**Your task**
I need each line of the entries below that includes the string "Ильмень".

◆ ◆ ◆ ◆

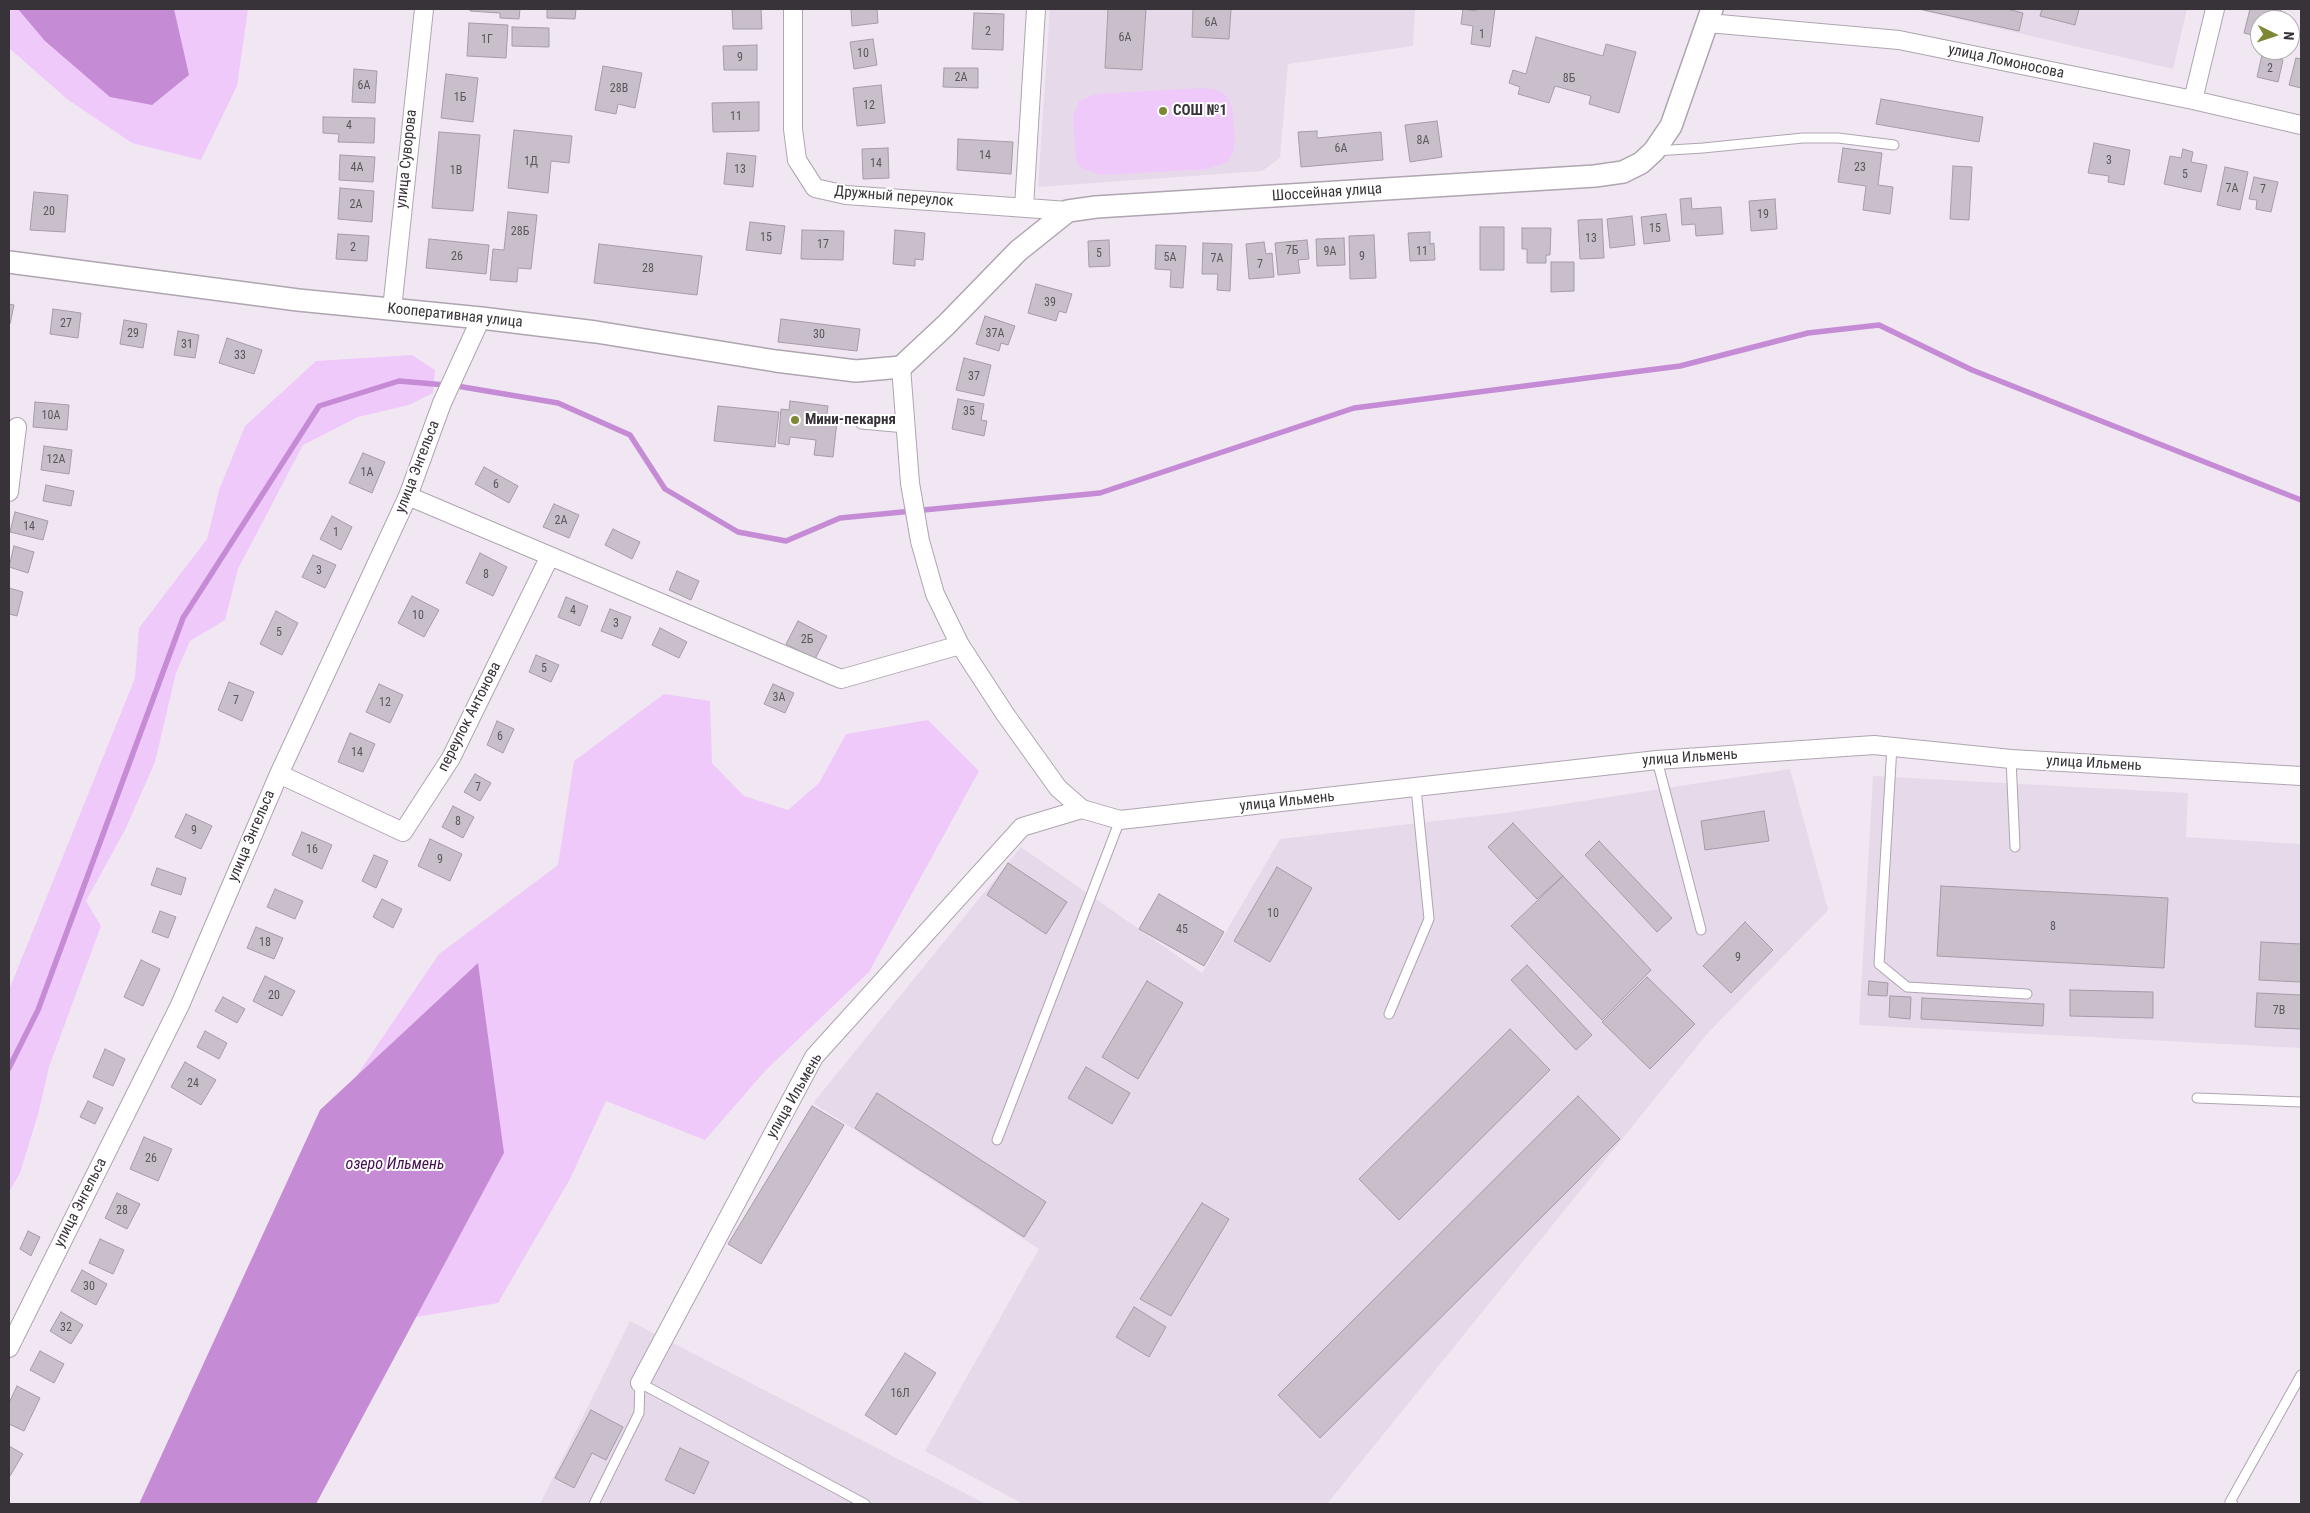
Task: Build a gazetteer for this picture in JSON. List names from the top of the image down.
{
  "streets": {
    "street": [
      "улица Ломоносова",
      "улица Суворова",
      "Шоссейная улица",
      "Дружный переулок",
      "Кооперативная улица",
      "улица Энгельса",
      "переулок Антонова",
      "улица Ильмень"
    ]
  },
  "crossings": [
    ["улица Ломоносова", "Шоссейная улица"],
    ["улица Суворова", "Кооперативная улица"],
    ["Шоссейная улица", "Дружный переулок"],
    ["Кооперативная улица", "улица Энгельса"],
    ["Кооперативная улица", "улица Ильмень"],
    ["улица Энгельса", "переулок Антонова"]
  ],
  "water": ["озеро Ильмень"],
  "places": ["СОШ №1", "Мини-пекарня"],
  "house_numbers": [
    "6А",
    "2",
    "1",
    "6А",
    "1Г",
    "10",
    "9",
    "2",
    "2А",
    "8Б",
    "6А",
    "28В",
    "1Б",
    "12",
    "11",
    "4",
    "8А",
    "6А",
    "14",
    "3",
    "1Д",
    "14",
    "4А",
    "23",
    "13",
    "1В",
    "5",
    "7А",
    "7",
    "2А",
    "20",
    "19",
    "15",
    "28Б",
    "15",
    "13",
    "17",
    "2",
    "7Б",
    "9А",
    "11",
    "5",
    "26",
    "9",
    "5А",
    "7А",
    "7",
    "28",
    "39",
    "27",
    "29",
    "37А",
    "30",
    "31",
    "33",
    "37",
    "35",
    "10А",
    "12А",
    "1А",
    "6",
    "2А",
    "14",
    "1",
    "3",
    "8",
    "4",
    "10",
    "3",
    "5",
    "2Б",
    "5",
    "3А",
    "7",
    "12",
    "6",
    "14",
    "7",
    "8",
    "9",
    "16",
    "9",
    "10",
    "8",
    "45",
    "18",
    "9",
    "20",
    "7В",
    "24",
    "26",
    "28",
    "30",
    "32",
    "16Л"
  ],
  "north": "right"
}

◆ ◆ ◆ ◆

**Result for this task**
      "улица Ильмень"
    ["Кооперативная улица", "улица Ильмень"],
  "water": ["озеро Ильмень"],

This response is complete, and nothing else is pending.